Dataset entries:
+ + +
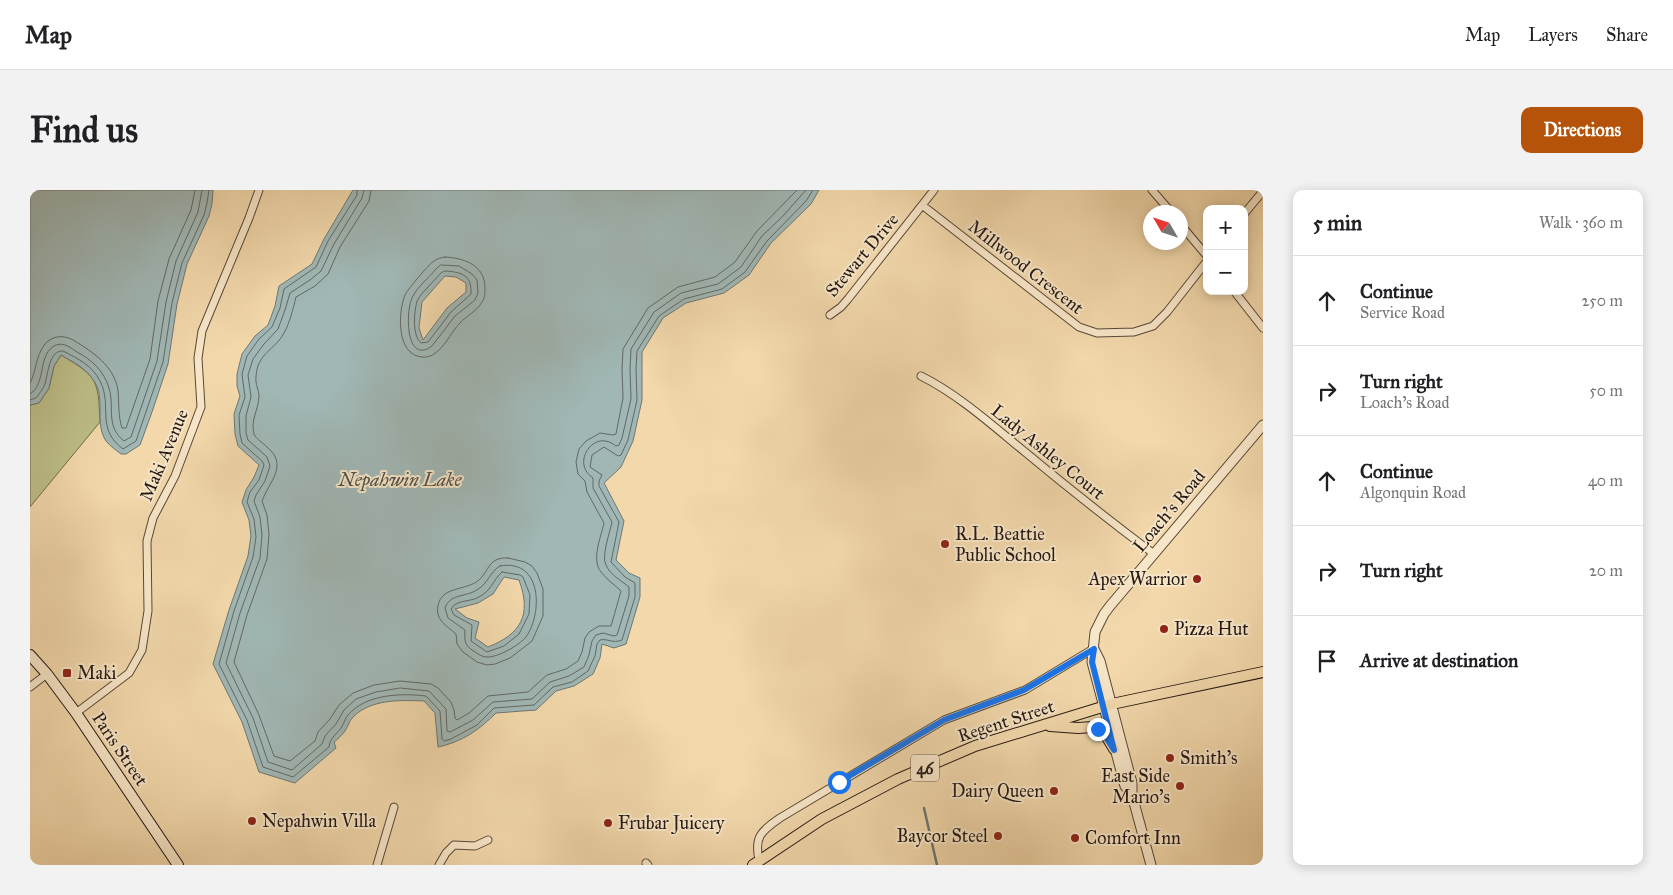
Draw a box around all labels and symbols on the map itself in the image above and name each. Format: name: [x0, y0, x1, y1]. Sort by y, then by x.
north arrow: [1143, 205, 1188, 250]
street label: Stewart Drive: [821, 209, 903, 301]
street label: Millwood Crescent: [964, 215, 1088, 319]
street label: Lady Ashley Court: [987, 400, 1110, 505]
street label: Maki Avenue: [135, 406, 193, 504]
street label: Loach's Road: [1128, 465, 1210, 557]
water label: Nepahwin Lake: [337, 468, 463, 492]
place label: R.L. Beattie Public School: [955, 523, 1056, 566]
marker: R.L. Beattie Public School: [939, 538, 951, 550]
place label: Apex Warrior: [1087, 568, 1187, 590]
marker: Apex Warrior: [1191, 573, 1203, 585]
place label: Pizza Hut: [1174, 618, 1249, 640]
marker: Pizza Hut: [1158, 623, 1170, 635]
place label: Maki: [77, 662, 117, 684]
marker: Maki: [61, 667, 73, 679]
street label: Regent Street: [955, 695, 1058, 748]
street label: Paris Street: [87, 708, 153, 791]
route end: [1087, 718, 1110, 741]
place label: Smith's: [1180, 747, 1238, 769]
marker: Smith's: [1164, 752, 1176, 764]
road number: 46: [911, 754, 939, 782]
place label: East Side Mario's: [1101, 765, 1170, 808]
route start: [828, 771, 851, 794]
place label: Dairy Queen: [951, 780, 1044, 802]
marker: East Side Mario's: [1174, 780, 1186, 792]
marker: Dairy Queen: [1048, 785, 1060, 797]
place label: Nepahwin Villa: [262, 810, 376, 832]
place label: Frubar Juicery: [618, 812, 725, 835]
marker: Nepahwin Villa: [246, 815, 258, 827]
marker: Frubar Juicery: [602, 817, 614, 829]
place label: Baycor Steel: [896, 825, 988, 847]
place label: Comfort Inn: [1085, 827, 1181, 849]
marker: Baycor Steel: [992, 830, 1004, 842]
marker: Comfort Inn: [1069, 832, 1081, 844]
+ + +
• Your goal
From the entries above, output every line exactly and omit any image.

• Exercise solution
Draw a box around all labels and symbols on the map itself in the image above and name each. Format: name: [x0, y0, x1, y1]. Sort by y, then by x.
north arrow: [1143, 205, 1188, 250]
street label: Stewart Drive: [821, 209, 903, 301]
street label: Millwood Crescent: [964, 215, 1088, 319]
street label: Lady Ashley Court: [987, 400, 1110, 505]
street label: Maki Avenue: [135, 406, 193, 504]
street label: Loach's Road: [1128, 465, 1210, 557]
water label: Nepahwin Lake: [337, 468, 463, 492]
place label: R.L. Beattie Public School: [955, 523, 1056, 566]
marker: R.L. Beattie Public School: [939, 538, 951, 550]
place label: Apex Warrior: [1087, 568, 1187, 590]
marker: Apex Warrior: [1191, 573, 1203, 585]
place label: Pizza Hut: [1174, 618, 1249, 640]
marker: Pizza Hut: [1158, 623, 1170, 635]
place label: Maki: [77, 662, 117, 684]
marker: Maki: [61, 667, 73, 679]
street label: Regent Street: [955, 695, 1058, 748]
street label: Paris Street: [87, 708, 153, 791]
route end: [1087, 718, 1110, 741]
place label: Smith's: [1180, 747, 1238, 769]
marker: Smith's: [1164, 752, 1176, 764]
road number: 46: [911, 754, 939, 782]
place label: East Side Mario's: [1101, 765, 1170, 808]
route start: [828, 771, 851, 794]
place label: Dairy Queen: [951, 780, 1044, 802]
marker: East Side Mario's: [1174, 780, 1186, 792]
marker: Dairy Queen: [1048, 785, 1060, 797]
place label: Nepahwin Villa: [262, 810, 376, 832]
place label: Frubar Juicery: [618, 812, 725, 835]
marker: Nepahwin Villa: [246, 815, 258, 827]
marker: Frubar Juicery: [602, 817, 614, 829]
place label: Baycor Steel: [896, 825, 988, 847]
place label: Comfort Inn: [1085, 827, 1181, 849]
marker: Baycor Steel: [992, 830, 1004, 842]
marker: Comfort Inn: [1069, 832, 1081, 844]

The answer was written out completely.